Around 6,500 had already reimbursed the government after receiving an "educational letter" from the Canadian Revenue Agency back in December that warned them they may not have been eligible. So long as those that sent in the money meet all other eligibility requirements, they will be reimbursed for CERB payments, totaling around $52 million.
CRA said that the process to apply for reimbursement will be released "soon."
According to the government's publication in the Canadian Gazette, the move is deemed necessary because it "would be unreasonable and unjust for the Crown to collect the debt."
The misinformation began last spring, when the CRA issued its eligibility requirements for the $2,000 per month emergency payment.
The CERB eligibility criteria stated at launch that recipients must be making at least $5,000 before taxes in either all of 2019 or the 12 months prior to filing.
Due to "unclear and incorrect" information, around 30,000 self employed Canadians took that to mean total income before deducting expenses, or gross income, rather than their net income after deductions, which is usually how self-employed income is calculated.
Adding to the confusion, CRA call center scripts originally stated that CERB eligibility was based on gross income.
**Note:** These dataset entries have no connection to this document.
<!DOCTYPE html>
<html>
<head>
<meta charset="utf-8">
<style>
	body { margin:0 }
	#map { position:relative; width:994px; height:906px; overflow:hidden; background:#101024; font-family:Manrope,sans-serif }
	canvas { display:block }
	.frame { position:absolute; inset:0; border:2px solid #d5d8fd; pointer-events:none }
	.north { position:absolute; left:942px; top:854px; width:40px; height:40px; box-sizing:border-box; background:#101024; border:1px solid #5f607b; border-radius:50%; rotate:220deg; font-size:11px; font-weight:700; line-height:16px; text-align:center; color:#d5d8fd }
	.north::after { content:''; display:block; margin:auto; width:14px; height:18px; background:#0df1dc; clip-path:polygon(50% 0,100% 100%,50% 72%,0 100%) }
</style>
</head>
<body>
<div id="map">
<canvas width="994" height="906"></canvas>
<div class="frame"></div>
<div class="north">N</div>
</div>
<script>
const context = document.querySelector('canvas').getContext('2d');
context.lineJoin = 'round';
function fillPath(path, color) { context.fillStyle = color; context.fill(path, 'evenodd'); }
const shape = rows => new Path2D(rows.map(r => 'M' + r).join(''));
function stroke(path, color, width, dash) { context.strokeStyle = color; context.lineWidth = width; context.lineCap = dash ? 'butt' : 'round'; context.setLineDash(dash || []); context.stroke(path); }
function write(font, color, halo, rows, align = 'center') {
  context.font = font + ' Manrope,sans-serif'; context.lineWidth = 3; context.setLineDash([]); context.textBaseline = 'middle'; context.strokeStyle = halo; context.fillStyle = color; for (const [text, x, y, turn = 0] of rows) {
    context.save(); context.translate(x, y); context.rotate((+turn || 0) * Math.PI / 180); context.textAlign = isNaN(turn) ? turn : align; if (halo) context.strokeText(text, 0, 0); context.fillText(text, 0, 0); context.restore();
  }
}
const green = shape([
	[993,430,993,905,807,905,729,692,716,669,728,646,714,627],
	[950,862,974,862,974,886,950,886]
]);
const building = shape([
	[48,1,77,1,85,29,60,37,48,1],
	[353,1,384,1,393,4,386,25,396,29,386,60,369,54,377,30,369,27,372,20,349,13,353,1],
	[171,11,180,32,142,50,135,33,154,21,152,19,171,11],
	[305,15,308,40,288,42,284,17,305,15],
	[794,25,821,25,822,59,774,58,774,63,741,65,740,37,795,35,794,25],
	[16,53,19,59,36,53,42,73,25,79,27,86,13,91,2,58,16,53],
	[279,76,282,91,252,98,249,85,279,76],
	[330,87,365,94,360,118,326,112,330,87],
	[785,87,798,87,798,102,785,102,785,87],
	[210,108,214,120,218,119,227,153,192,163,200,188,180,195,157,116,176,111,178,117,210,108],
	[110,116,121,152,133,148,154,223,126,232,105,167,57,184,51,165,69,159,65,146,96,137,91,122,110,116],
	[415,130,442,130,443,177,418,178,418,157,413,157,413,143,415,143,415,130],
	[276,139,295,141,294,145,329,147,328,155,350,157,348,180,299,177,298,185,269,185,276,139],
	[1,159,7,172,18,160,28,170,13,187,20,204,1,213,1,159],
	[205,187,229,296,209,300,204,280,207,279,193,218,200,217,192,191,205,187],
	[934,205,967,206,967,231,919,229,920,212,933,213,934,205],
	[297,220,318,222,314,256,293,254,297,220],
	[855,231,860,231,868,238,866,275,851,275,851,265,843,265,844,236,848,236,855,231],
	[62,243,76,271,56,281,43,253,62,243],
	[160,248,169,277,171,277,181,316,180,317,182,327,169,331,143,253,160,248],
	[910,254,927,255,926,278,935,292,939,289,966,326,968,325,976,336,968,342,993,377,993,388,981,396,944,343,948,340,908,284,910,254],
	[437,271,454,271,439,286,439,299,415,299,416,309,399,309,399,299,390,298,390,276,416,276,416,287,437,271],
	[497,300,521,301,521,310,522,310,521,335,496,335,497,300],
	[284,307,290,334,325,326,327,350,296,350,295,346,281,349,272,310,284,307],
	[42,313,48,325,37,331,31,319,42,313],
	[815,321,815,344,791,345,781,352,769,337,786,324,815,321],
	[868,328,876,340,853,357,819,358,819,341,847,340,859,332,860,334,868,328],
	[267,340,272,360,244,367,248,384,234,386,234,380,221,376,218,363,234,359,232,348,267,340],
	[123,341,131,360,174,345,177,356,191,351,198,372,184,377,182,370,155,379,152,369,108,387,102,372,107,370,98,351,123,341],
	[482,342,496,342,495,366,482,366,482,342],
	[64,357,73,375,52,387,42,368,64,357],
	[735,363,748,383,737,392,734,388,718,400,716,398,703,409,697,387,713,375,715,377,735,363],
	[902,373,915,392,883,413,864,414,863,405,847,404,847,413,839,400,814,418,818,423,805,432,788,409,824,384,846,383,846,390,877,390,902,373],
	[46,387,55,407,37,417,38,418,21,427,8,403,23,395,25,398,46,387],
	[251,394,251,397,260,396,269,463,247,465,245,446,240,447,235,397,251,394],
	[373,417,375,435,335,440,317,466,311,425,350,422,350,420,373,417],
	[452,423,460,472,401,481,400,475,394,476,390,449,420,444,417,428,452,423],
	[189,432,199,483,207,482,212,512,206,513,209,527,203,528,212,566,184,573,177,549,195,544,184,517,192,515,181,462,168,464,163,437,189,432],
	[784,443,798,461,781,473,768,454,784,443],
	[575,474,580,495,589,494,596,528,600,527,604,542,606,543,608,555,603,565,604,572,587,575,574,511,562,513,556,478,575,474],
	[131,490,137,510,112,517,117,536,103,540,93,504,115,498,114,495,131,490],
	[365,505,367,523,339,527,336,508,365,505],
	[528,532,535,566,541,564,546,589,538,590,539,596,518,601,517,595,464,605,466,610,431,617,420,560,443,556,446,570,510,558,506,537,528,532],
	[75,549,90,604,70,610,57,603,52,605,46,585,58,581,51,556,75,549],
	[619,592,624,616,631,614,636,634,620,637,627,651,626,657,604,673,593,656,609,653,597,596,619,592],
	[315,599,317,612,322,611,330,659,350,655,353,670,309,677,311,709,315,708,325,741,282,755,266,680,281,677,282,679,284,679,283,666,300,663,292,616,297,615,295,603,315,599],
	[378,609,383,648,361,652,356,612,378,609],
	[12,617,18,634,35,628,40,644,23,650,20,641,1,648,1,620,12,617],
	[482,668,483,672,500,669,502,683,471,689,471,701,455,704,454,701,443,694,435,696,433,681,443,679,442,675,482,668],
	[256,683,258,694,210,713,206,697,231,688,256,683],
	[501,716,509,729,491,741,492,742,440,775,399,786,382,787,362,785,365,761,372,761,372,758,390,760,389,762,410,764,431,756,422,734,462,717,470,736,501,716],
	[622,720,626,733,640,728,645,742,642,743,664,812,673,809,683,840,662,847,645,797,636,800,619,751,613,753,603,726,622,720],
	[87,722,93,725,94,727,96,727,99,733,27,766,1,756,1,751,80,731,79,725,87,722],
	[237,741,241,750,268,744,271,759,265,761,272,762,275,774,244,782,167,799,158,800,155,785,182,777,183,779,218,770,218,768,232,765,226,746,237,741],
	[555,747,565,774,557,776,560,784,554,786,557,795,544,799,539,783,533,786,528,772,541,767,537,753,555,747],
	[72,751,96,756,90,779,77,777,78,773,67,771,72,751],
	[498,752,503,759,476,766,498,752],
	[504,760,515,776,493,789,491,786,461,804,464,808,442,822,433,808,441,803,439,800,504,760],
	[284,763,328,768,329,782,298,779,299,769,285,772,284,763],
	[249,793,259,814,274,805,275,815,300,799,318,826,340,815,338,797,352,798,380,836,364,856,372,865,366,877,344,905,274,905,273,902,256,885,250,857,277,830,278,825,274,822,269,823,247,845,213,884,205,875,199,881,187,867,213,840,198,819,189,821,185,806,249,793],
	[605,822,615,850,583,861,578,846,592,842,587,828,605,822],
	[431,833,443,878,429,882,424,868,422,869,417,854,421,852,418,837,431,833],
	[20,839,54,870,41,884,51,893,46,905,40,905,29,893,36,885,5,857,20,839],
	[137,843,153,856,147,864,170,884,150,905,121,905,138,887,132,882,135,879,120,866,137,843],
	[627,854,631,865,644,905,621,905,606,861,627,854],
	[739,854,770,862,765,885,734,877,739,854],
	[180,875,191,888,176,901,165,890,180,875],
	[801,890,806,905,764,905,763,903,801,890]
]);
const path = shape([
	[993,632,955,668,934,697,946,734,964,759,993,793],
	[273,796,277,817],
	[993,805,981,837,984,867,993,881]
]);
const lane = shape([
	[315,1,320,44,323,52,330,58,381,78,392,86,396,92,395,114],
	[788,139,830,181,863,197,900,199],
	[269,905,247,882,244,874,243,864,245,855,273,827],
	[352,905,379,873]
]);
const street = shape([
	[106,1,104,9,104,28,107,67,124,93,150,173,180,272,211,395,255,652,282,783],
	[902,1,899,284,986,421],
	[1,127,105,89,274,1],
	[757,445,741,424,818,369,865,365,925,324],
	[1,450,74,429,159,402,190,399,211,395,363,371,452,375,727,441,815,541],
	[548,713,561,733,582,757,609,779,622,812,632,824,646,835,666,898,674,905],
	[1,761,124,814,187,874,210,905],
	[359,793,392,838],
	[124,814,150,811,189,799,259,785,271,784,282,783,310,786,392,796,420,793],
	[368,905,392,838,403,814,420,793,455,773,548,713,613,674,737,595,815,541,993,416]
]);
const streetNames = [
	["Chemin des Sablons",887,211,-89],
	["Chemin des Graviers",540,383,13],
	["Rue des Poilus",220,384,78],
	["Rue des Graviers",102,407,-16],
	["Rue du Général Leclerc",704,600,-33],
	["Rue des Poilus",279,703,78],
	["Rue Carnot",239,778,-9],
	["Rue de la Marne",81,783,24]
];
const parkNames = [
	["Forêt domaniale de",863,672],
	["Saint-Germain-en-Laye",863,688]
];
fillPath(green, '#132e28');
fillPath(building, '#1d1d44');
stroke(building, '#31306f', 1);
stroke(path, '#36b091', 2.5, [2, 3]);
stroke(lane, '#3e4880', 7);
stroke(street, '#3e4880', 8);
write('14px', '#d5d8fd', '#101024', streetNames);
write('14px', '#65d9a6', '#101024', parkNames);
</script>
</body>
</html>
The script was changed a few weeks after the program was launched.
An "educational letter" from the CRA was sent out in December, saying that self-employed Canadians needed to provide proof that they made at least $5,000 in net income in 2019, or pay back the CERB money, causing Canadians to panic.
Employment Minister Carla Qualtrough announced in February that those applicants could keep the money.
"Given that the eligibility criteria with respect to self-employment income were initially unclear and that individuals applied on the basis of these criteria, these individuals may be facing hardship if required to repay these monies,” reads an official statement.
The objective set forth by the government in forgiving the debt is "to limit the financial hardship" of Canadians who applied to CERB after “receiving incorrect or inaccurate information” from the federal government on self-employment income eligibility criteria.
The notice from the government does note though that those self-employed Canadians who don't meet the other eligibility requirements set forth for CERB payments will still have to repay those amounts.